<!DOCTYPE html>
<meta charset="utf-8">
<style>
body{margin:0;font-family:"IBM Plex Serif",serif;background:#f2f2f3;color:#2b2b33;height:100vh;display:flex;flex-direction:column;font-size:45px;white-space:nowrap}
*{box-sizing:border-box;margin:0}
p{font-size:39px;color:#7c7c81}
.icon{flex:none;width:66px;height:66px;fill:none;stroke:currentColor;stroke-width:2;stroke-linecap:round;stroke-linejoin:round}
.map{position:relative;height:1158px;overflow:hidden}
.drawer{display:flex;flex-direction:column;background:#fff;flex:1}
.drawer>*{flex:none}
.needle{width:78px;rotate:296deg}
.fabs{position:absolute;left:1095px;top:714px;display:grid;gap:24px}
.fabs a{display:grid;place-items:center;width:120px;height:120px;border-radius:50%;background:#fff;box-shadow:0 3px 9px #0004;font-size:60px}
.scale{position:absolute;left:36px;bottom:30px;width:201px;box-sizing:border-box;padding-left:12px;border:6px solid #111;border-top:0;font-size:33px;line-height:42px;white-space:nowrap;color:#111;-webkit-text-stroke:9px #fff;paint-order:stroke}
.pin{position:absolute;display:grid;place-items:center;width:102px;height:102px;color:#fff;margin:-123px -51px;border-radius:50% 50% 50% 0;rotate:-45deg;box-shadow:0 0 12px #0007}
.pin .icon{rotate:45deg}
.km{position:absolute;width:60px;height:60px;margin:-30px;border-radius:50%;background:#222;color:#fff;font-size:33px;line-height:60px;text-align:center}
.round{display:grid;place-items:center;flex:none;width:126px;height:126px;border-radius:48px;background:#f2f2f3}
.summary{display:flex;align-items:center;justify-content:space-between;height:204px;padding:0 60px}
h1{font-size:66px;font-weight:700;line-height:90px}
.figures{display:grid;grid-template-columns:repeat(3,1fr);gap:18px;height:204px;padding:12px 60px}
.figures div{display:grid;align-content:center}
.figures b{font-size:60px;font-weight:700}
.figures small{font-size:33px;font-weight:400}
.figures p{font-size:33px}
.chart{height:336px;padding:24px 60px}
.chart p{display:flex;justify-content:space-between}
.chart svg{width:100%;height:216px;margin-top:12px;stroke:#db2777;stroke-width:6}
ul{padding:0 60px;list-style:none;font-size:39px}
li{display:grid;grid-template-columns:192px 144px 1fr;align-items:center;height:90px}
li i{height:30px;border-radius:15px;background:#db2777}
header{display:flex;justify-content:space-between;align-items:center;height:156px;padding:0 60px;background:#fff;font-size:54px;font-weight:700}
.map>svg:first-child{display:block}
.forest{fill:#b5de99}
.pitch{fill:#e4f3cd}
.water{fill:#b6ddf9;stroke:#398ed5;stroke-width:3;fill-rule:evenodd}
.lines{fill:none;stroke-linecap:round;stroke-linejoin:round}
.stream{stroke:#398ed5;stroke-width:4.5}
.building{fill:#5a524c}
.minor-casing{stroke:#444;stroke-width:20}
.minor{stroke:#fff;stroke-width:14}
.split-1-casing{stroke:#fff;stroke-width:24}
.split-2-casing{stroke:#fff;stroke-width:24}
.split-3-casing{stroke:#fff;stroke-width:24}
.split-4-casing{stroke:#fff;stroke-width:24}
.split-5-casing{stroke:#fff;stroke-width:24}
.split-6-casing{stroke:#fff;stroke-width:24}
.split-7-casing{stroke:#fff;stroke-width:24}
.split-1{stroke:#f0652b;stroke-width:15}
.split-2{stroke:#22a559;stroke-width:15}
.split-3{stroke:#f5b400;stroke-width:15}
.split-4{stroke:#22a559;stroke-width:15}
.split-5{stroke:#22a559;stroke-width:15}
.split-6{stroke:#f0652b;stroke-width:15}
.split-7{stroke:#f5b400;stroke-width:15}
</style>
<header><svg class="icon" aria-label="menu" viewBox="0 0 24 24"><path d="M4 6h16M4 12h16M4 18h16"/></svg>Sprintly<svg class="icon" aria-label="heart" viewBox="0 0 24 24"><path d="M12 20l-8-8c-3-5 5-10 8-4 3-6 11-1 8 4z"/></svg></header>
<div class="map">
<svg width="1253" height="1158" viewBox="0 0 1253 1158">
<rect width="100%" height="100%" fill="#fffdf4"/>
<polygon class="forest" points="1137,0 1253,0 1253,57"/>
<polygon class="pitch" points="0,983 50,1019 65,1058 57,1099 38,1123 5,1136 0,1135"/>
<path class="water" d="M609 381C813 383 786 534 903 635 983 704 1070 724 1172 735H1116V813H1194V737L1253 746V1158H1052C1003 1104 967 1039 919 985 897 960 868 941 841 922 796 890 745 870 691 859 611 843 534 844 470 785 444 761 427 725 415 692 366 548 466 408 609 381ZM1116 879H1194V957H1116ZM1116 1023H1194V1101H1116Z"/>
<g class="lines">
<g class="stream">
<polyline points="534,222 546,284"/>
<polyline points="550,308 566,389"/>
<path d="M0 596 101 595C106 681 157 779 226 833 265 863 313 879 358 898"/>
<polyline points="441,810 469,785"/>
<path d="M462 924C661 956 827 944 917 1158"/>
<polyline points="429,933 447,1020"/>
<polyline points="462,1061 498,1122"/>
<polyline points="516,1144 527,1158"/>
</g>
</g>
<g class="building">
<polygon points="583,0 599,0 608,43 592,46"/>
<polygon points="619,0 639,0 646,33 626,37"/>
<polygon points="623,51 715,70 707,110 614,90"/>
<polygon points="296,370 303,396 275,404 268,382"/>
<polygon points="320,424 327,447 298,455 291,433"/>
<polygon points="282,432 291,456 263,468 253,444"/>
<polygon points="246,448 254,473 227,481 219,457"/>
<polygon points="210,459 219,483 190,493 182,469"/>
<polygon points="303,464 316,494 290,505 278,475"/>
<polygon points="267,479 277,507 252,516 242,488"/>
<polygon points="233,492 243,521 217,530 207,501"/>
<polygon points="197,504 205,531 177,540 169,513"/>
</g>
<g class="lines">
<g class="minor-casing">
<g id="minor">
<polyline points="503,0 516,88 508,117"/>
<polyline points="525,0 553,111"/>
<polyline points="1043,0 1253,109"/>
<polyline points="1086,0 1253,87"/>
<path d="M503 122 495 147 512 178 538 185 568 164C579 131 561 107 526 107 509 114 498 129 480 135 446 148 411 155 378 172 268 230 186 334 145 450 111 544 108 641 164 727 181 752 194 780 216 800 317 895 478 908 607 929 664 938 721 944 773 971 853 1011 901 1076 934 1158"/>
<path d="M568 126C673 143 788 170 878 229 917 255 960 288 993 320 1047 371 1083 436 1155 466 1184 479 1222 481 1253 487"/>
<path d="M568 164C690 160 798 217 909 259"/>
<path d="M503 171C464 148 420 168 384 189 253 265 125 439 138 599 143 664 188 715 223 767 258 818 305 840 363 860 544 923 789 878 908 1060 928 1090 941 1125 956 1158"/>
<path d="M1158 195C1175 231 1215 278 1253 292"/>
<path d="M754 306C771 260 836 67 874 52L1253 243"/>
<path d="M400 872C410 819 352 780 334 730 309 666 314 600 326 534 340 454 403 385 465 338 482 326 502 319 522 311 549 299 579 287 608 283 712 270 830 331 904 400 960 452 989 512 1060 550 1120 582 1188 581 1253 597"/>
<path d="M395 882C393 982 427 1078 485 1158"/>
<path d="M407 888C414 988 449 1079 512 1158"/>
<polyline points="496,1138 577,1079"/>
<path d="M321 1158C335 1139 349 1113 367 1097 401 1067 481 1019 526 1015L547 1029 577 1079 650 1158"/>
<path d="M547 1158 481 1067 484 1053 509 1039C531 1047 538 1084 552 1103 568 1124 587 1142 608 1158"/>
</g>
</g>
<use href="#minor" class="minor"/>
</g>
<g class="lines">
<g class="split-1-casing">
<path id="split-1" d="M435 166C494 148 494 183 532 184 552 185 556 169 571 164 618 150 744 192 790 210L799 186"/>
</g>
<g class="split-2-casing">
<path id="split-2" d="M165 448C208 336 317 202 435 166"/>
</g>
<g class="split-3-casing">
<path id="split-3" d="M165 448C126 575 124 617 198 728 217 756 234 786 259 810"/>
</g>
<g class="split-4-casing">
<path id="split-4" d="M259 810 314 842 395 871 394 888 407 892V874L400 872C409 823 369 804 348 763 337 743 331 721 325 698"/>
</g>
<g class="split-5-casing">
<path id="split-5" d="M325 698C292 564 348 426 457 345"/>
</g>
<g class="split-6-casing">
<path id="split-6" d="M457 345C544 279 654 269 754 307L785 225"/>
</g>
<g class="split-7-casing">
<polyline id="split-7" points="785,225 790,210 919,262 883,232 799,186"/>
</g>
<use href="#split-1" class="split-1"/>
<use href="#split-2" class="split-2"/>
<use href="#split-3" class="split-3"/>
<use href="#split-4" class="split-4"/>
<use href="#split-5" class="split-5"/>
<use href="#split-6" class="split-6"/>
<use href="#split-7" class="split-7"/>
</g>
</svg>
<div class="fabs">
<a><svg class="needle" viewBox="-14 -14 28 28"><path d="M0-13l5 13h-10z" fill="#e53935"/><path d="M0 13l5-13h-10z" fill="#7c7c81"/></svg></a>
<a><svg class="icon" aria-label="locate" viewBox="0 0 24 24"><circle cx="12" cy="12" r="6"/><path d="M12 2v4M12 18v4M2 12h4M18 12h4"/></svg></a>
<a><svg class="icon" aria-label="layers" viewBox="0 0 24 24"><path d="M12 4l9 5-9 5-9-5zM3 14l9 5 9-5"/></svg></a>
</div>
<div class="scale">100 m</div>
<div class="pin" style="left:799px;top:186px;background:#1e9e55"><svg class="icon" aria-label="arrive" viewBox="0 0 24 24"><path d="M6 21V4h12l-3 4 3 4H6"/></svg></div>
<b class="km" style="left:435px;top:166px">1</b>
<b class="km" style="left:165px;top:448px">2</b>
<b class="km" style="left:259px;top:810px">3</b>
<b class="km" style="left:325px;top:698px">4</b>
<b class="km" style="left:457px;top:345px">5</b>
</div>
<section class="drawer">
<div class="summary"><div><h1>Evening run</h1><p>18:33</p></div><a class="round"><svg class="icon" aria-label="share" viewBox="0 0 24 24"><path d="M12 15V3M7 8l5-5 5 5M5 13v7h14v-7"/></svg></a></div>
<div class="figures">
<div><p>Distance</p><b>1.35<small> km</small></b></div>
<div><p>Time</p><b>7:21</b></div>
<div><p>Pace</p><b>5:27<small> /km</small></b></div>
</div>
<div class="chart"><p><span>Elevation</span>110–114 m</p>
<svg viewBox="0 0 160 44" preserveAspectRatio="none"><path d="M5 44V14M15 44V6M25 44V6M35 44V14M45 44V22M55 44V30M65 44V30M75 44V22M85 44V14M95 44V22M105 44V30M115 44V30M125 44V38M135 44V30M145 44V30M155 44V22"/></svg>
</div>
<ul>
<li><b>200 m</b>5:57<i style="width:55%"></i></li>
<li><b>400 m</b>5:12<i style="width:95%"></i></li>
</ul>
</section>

--------------------------------------------------

Report only the number of lines in the records that include the word "linejoin".

* RESPONSE BELOW
2